#### Data to use:

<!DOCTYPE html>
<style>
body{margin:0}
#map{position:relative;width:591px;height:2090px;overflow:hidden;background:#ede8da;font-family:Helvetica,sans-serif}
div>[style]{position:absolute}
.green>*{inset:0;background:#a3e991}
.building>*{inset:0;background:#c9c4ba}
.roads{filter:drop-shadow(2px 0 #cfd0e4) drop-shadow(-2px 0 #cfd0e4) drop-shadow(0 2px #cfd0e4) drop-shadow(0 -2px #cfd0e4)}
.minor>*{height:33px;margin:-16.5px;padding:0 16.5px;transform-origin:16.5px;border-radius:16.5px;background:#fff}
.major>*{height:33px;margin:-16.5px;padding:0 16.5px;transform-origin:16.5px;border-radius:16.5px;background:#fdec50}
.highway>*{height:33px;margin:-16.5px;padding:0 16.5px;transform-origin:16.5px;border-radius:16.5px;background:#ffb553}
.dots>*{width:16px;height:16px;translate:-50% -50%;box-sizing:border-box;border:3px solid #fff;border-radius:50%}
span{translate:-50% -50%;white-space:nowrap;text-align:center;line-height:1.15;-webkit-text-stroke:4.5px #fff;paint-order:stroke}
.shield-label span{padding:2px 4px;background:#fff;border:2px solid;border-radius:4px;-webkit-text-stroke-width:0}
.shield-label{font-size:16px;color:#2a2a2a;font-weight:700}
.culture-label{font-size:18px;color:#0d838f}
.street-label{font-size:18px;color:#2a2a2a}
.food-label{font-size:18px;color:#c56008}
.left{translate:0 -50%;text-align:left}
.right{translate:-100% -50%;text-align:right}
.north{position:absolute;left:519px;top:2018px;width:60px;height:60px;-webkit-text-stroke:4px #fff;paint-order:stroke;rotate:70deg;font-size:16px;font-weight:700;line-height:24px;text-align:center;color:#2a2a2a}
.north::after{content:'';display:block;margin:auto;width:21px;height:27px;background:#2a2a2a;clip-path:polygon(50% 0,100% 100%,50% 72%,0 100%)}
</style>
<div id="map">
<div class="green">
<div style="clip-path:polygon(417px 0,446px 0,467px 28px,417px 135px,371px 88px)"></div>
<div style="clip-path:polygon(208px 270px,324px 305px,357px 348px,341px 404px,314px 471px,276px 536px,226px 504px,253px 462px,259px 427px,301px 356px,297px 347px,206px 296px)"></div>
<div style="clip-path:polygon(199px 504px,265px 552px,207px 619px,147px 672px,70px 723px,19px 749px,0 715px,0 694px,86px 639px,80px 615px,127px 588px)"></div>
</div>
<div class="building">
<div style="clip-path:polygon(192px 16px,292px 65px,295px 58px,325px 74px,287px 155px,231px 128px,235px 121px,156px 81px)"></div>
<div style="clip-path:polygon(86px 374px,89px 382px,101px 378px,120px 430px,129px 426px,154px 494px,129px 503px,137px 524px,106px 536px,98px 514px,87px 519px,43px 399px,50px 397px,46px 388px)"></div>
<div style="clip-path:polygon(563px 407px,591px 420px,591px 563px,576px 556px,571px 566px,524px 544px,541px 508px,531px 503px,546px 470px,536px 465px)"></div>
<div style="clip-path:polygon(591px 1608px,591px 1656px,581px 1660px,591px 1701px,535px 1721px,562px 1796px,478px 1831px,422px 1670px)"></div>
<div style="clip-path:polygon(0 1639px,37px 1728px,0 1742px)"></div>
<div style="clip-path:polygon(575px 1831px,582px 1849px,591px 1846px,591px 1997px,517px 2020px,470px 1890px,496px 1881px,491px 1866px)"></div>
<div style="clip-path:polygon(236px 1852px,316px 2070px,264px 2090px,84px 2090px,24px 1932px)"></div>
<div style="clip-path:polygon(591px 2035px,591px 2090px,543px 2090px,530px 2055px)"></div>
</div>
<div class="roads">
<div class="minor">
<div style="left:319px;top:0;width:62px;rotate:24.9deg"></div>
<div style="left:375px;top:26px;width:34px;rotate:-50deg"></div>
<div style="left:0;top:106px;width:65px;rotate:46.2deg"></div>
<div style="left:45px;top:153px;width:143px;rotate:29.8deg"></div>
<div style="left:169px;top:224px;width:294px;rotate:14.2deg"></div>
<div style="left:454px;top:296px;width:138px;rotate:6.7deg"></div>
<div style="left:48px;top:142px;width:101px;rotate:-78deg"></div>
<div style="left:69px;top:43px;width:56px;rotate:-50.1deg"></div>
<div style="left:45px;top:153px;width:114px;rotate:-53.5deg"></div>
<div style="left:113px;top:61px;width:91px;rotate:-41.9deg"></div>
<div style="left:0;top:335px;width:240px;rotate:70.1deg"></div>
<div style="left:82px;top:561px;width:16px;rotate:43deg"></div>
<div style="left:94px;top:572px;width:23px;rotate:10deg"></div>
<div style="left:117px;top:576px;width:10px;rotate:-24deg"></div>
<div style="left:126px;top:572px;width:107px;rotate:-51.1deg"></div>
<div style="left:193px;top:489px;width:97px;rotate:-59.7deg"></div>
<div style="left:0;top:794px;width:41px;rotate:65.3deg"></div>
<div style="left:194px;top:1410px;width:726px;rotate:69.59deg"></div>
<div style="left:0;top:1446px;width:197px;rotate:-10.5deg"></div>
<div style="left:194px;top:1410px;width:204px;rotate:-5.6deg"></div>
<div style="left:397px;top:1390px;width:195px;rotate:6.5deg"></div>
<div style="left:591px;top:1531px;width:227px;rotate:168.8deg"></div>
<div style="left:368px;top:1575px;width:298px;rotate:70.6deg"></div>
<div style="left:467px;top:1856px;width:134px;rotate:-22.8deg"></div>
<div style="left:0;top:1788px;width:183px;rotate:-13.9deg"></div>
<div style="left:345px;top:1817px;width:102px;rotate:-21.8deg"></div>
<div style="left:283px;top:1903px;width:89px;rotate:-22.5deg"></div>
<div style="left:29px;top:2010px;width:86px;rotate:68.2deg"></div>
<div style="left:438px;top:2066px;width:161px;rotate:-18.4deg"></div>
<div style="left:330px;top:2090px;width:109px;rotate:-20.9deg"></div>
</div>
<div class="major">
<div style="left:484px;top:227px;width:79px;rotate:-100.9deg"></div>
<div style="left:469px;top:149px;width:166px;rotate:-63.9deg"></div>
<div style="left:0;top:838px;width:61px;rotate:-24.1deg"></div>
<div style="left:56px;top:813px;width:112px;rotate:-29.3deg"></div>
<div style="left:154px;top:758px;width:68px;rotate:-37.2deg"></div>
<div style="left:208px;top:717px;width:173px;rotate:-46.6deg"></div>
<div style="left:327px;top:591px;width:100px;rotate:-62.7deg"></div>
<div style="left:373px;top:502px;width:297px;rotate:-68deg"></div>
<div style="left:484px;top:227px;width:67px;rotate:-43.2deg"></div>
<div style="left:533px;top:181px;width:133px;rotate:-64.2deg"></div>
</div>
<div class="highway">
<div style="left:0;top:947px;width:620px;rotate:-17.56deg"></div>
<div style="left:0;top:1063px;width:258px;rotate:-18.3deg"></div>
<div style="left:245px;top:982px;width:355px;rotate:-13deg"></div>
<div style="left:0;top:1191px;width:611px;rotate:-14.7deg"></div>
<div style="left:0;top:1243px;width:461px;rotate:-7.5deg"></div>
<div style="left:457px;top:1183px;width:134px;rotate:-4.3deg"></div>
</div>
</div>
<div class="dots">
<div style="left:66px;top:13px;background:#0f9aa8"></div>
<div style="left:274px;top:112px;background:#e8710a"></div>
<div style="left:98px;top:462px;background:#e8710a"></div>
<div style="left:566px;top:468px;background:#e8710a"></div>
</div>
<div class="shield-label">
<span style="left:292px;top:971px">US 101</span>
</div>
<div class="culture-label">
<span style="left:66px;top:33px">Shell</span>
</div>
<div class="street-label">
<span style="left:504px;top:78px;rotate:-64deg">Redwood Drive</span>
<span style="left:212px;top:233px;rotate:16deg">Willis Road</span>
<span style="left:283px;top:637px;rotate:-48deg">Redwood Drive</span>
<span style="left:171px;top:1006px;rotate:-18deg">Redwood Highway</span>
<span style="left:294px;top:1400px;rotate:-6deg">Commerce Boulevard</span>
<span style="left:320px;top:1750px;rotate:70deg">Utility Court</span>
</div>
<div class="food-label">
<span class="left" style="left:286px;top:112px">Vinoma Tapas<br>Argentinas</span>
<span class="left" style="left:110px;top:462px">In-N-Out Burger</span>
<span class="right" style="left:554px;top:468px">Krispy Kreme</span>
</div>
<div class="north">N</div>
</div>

#### How to complete this task:
Print, unaltered, every line from the beginning of the material down to the line with "0 #cfd0e4) drop-shadow(-2px".

#### Exercise response:
<!DOCTYPE html>
<style>
body{margin:0}
#map{position:relative;width:591px;height:2090px;overflow:hidden;background:#ede8da;font-family:Helvetica,sans-serif}
div>[style]{position:absolute}
.green>*{inset:0;background:#a3e991}
.building>*{inset:0;background:#c9c4ba}
.roads{filter:drop-shadow(2px 0 #cfd0e4) drop-shadow(-2px 0 #cfd0e4) drop-shadow(0 2px #cfd0e4) drop-shadow(0 -2px #cfd0e4)}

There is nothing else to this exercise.